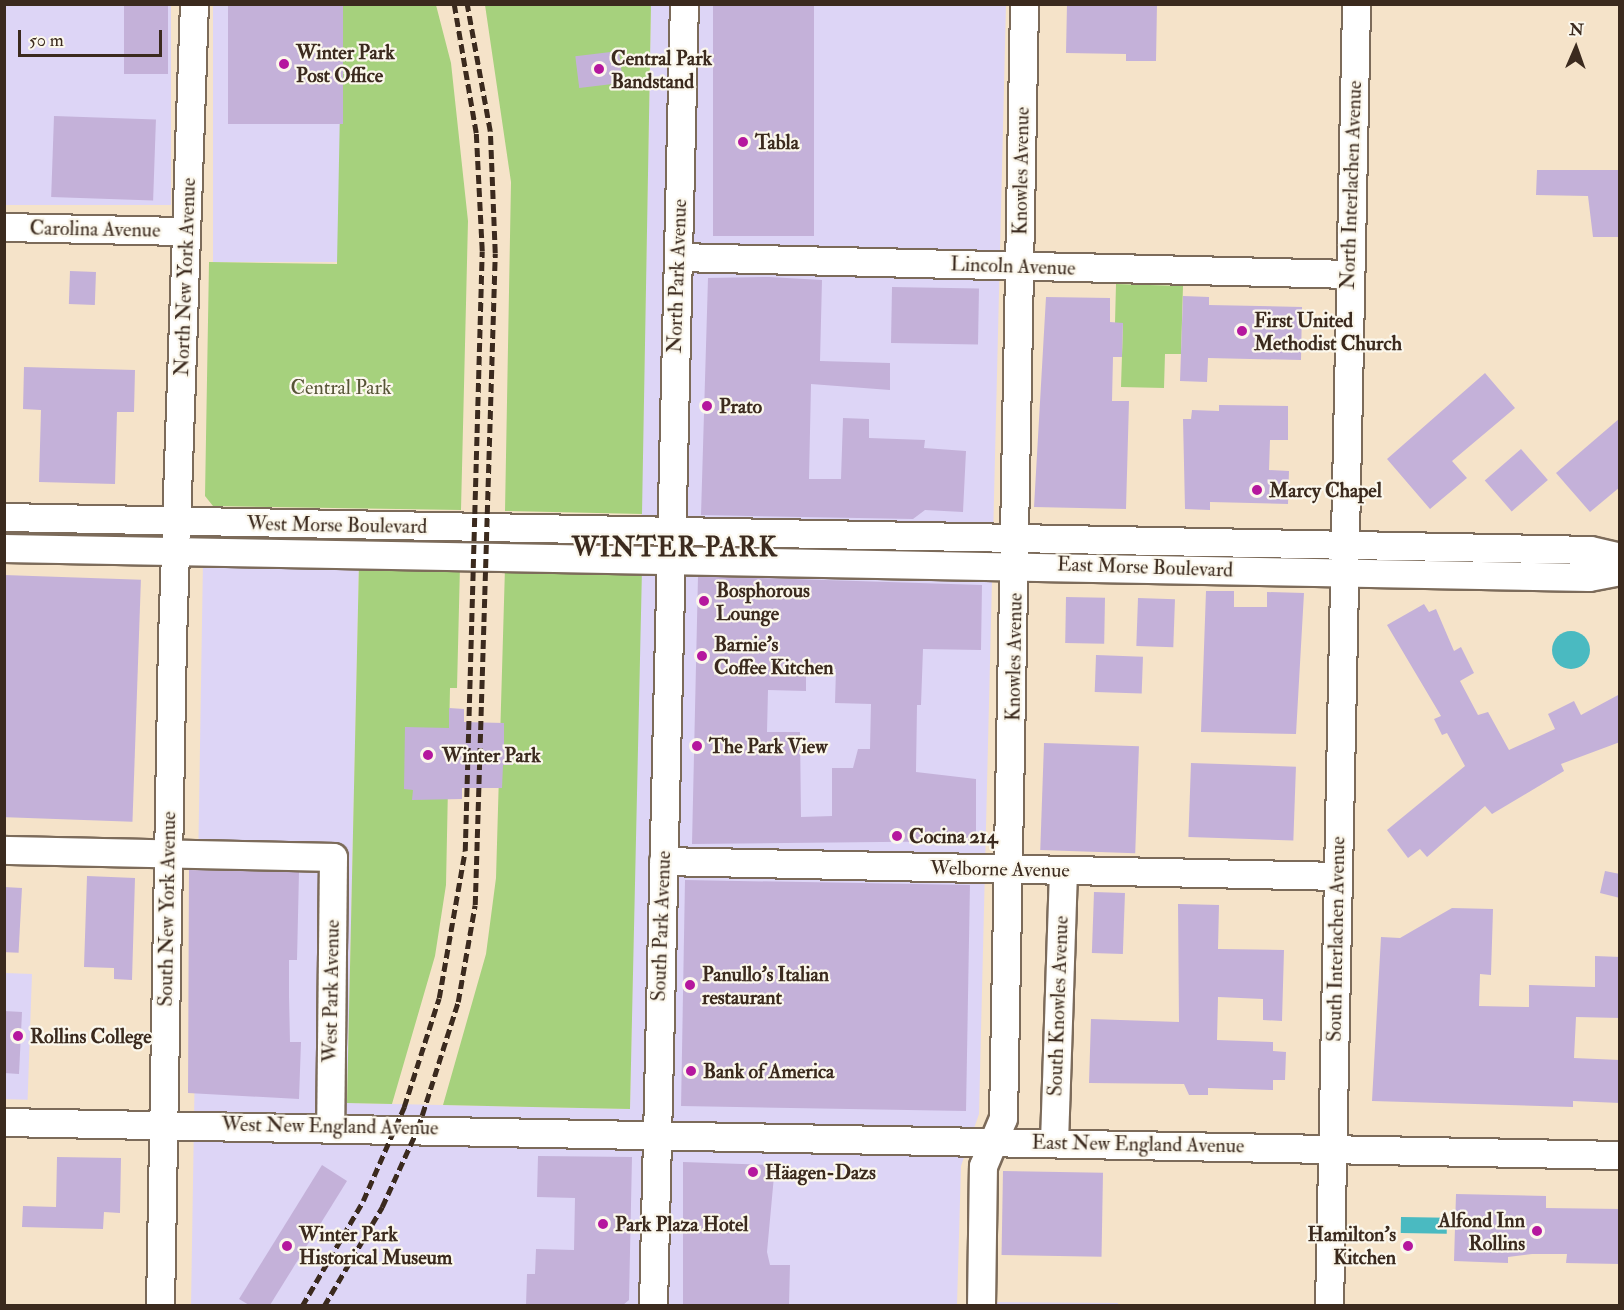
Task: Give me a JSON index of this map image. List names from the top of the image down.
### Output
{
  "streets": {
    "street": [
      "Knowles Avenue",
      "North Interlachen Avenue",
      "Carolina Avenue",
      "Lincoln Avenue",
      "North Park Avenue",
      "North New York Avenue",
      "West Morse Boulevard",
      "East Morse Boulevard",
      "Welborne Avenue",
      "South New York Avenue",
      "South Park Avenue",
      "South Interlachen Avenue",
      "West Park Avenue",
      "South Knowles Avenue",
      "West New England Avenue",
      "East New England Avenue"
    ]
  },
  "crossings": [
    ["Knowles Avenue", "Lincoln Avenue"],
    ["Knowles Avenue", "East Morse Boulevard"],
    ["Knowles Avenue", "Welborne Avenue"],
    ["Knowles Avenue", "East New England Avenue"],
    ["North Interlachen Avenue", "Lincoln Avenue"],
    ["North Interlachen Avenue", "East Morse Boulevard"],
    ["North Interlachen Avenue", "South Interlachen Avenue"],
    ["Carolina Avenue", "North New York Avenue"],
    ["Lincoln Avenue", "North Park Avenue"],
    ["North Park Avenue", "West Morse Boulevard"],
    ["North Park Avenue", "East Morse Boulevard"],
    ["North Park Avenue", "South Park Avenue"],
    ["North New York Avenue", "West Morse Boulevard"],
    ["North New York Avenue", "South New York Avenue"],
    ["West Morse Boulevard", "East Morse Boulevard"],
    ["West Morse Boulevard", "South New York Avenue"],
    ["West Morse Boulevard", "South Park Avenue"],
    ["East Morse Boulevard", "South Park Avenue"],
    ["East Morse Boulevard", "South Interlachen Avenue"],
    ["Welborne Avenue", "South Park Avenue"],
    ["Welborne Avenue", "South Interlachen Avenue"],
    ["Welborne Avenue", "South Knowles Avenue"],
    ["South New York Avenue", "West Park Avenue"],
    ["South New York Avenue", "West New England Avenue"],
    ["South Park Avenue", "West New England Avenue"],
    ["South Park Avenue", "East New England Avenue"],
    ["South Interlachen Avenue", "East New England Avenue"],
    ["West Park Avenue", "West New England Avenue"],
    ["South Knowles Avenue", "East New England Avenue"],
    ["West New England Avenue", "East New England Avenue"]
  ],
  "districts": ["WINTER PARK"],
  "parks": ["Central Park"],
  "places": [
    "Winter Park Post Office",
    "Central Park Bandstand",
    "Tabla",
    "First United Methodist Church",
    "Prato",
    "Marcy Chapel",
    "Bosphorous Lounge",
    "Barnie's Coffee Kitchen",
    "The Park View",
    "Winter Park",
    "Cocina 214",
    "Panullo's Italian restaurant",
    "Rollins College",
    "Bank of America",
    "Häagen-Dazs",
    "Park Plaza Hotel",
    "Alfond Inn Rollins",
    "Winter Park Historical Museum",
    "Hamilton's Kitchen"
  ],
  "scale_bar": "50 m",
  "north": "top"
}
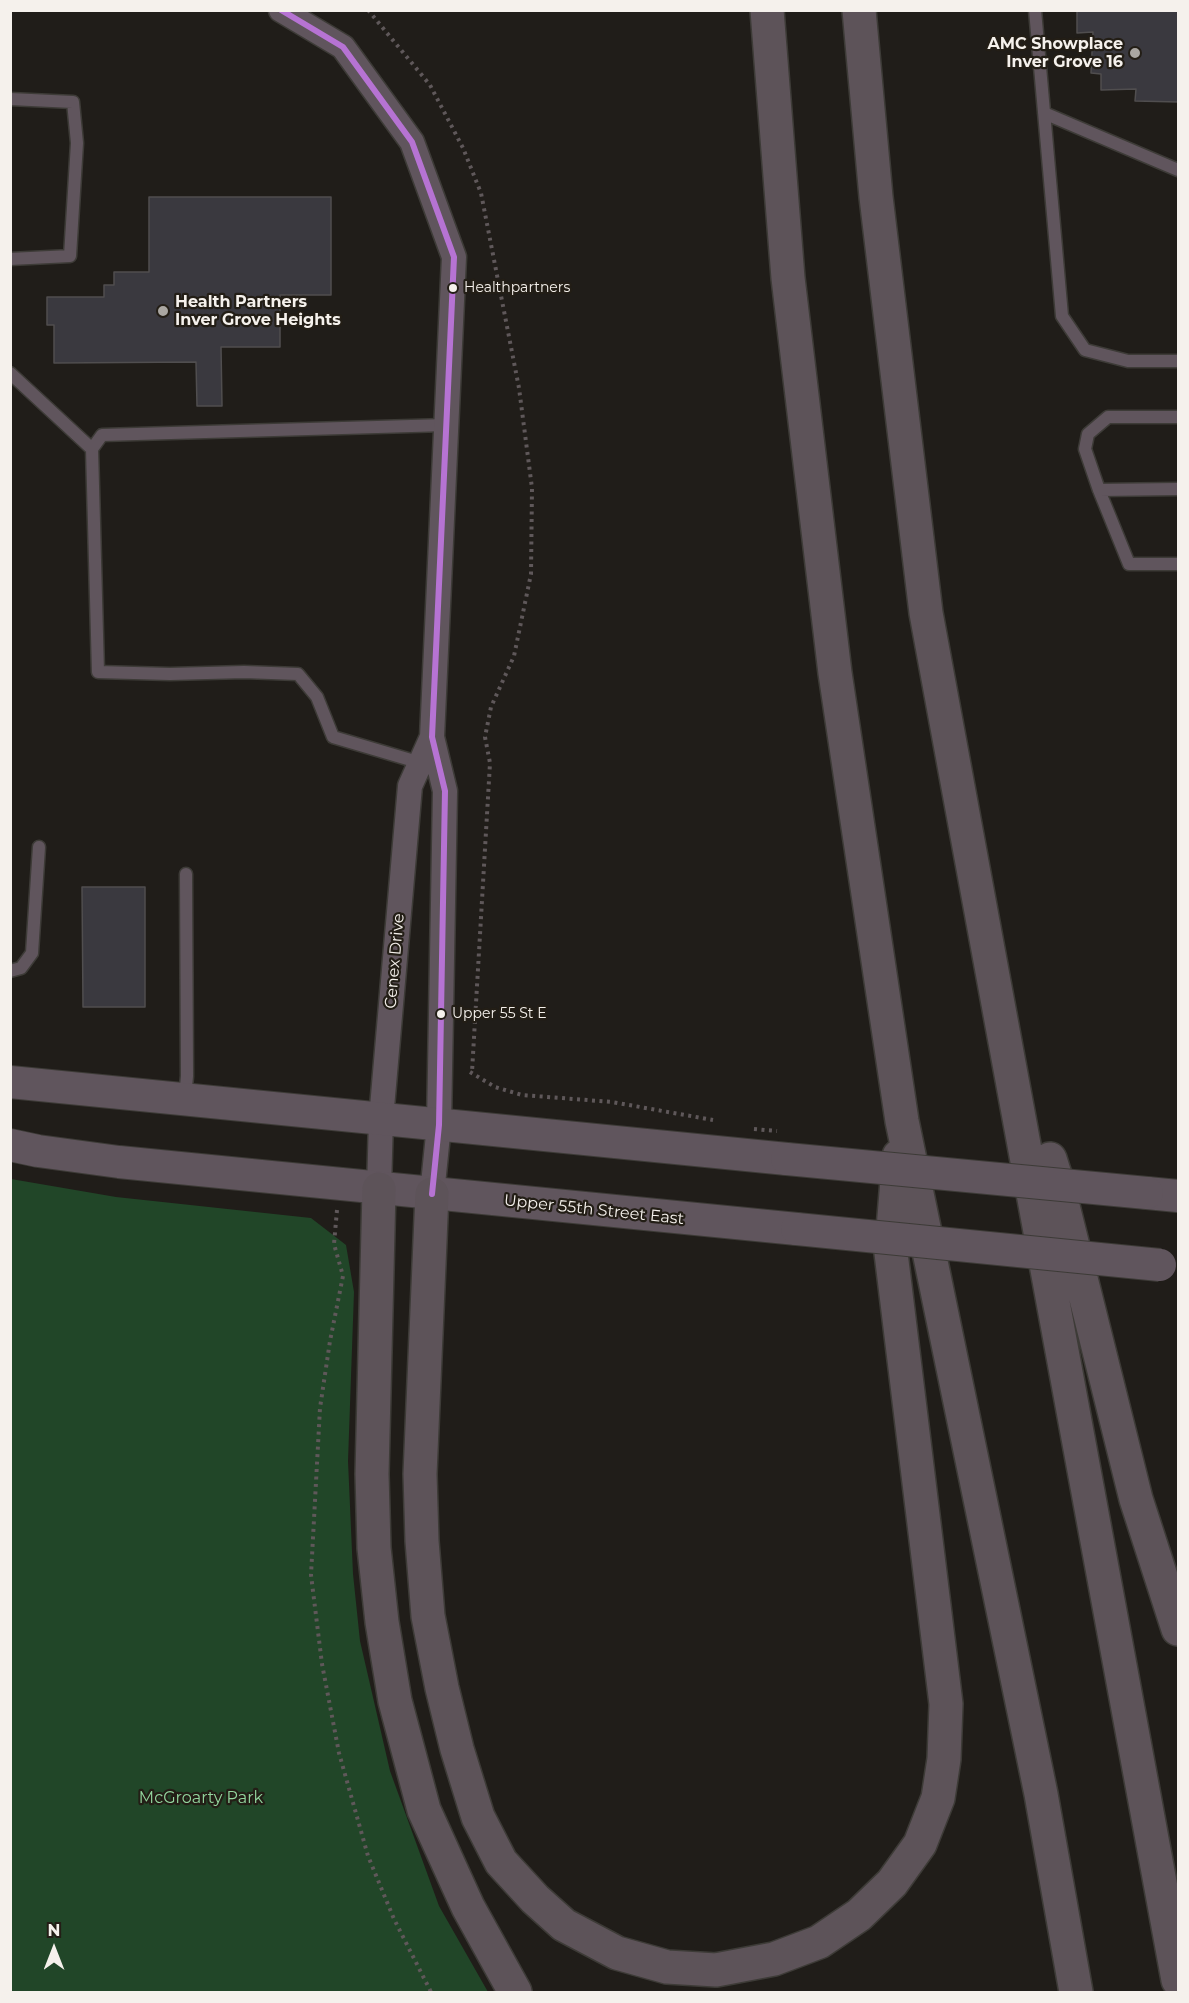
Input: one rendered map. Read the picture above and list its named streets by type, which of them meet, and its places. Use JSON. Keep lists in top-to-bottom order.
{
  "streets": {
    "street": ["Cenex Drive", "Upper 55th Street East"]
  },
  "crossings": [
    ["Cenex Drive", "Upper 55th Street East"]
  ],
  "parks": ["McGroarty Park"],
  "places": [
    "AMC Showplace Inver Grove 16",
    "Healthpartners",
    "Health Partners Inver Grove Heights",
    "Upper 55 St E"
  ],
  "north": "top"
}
....
▶ Problem statement
Repeat precisely, and with nothing added, every line from the one containing "Input: one rendered" to the last line of the listing above.

▶ Solution to the exercise
Input: one rendered map. Read the picture above and list its named streets by type, which of them meet, and its places. Use JSON. Keep lists in top-to-bottom order.
{
  "streets": {
    "street": ["Cenex Drive", "Upper 55th Street East"]
  },
  "crossings": [
    ["Cenex Drive", "Upper 55th Street East"]
  ],
  "parks": ["McGroarty Park"],
  "places": [
    "AMC Showplace Inver Grove 16",
    "Healthpartners",
    "Health Partners Inver Grove Heights",
    "Upper 55 St E"
  ],
  "north": "top"
}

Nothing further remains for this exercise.